§ **The records**:
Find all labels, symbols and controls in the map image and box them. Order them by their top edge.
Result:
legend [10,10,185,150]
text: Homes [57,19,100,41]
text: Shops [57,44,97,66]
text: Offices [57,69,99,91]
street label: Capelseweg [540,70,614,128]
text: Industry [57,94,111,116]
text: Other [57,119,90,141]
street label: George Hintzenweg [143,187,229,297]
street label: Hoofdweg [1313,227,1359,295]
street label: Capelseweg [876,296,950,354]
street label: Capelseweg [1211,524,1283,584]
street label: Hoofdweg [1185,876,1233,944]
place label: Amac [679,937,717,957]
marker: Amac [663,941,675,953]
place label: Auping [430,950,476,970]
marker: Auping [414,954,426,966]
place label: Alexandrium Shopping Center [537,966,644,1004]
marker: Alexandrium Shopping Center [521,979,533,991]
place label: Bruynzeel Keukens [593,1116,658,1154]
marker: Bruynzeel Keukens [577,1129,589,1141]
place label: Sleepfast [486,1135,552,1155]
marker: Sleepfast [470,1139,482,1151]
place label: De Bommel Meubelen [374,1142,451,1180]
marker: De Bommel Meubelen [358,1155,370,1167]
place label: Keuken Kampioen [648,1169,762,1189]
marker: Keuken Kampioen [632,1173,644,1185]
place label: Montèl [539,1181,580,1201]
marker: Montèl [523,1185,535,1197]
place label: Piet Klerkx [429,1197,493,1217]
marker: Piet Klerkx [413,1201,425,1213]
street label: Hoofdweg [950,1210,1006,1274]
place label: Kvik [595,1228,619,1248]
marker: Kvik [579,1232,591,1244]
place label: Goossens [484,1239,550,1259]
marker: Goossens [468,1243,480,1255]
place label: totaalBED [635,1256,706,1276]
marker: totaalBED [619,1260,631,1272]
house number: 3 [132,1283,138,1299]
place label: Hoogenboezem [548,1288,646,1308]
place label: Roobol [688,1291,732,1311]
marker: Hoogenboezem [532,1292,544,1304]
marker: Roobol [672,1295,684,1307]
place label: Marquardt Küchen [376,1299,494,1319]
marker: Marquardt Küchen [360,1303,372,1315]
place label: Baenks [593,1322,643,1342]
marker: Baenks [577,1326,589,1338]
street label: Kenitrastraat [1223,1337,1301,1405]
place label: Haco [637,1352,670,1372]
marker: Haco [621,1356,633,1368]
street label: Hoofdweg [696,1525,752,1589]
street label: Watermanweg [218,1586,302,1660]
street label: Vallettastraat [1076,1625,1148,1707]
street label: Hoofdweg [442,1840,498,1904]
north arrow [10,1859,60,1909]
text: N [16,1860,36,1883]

§ **The task**:
Emit the records above again, exactly, with no line skipped.

§ **Expected output**:
Find all labels, symbols and controls in the map image and box them. Order them by their top edge.
Result:
legend [10,10,185,150]
text: Homes [57,19,100,41]
text: Shops [57,44,97,66]
text: Offices [57,69,99,91]
street label: Capelseweg [540,70,614,128]
text: Industry [57,94,111,116]
text: Other [57,119,90,141]
street label: George Hintzenweg [143,187,229,297]
street label: Hoofdweg [1313,227,1359,295]
street label: Capelseweg [876,296,950,354]
street label: Capelseweg [1211,524,1283,584]
street label: Hoofdweg [1185,876,1233,944]
place label: Amac [679,937,717,957]
marker: Amac [663,941,675,953]
place label: Auping [430,950,476,970]
marker: Auping [414,954,426,966]
place label: Alexandrium Shopping Center [537,966,644,1004]
marker: Alexandrium Shopping Center [521,979,533,991]
place label: Bruynzeel Keukens [593,1116,658,1154]
marker: Bruynzeel Keukens [577,1129,589,1141]
place label: Sleepfast [486,1135,552,1155]
marker: Sleepfast [470,1139,482,1151]
place label: De Bommel Meubelen [374,1142,451,1180]
marker: De Bommel Meubelen [358,1155,370,1167]
place label: Keuken Kampioen [648,1169,762,1189]
marker: Keuken Kampioen [632,1173,644,1185]
place label: Montèl [539,1181,580,1201]
marker: Montèl [523,1185,535,1197]
place label: Piet Klerkx [429,1197,493,1217]
marker: Piet Klerkx [413,1201,425,1213]
street label: Hoofdweg [950,1210,1006,1274]
place label: Kvik [595,1228,619,1248]
marker: Kvik [579,1232,591,1244]
place label: Goossens [484,1239,550,1259]
marker: Goossens [468,1243,480,1255]
place label: totaalBED [635,1256,706,1276]
marker: totaalBED [619,1260,631,1272]
house number: 3 [132,1283,138,1299]
place label: Hoogenboezem [548,1288,646,1308]
place label: Roobol [688,1291,732,1311]
marker: Hoogenboezem [532,1292,544,1304]
marker: Roobol [672,1295,684,1307]
place label: Marquardt Küchen [376,1299,494,1319]
marker: Marquardt Küchen [360,1303,372,1315]
place label: Baenks [593,1322,643,1342]
marker: Baenks [577,1326,589,1338]
street label: Kenitrastraat [1223,1337,1301,1405]
place label: Haco [637,1352,670,1372]
marker: Haco [621,1356,633,1368]
street label: Hoofdweg [696,1525,752,1589]
street label: Watermanweg [218,1586,302,1660]
street label: Vallettastraat [1076,1625,1148,1707]
street label: Hoofdweg [442,1840,498,1904]
north arrow [10,1859,60,1909]
text: N [16,1860,36,1883]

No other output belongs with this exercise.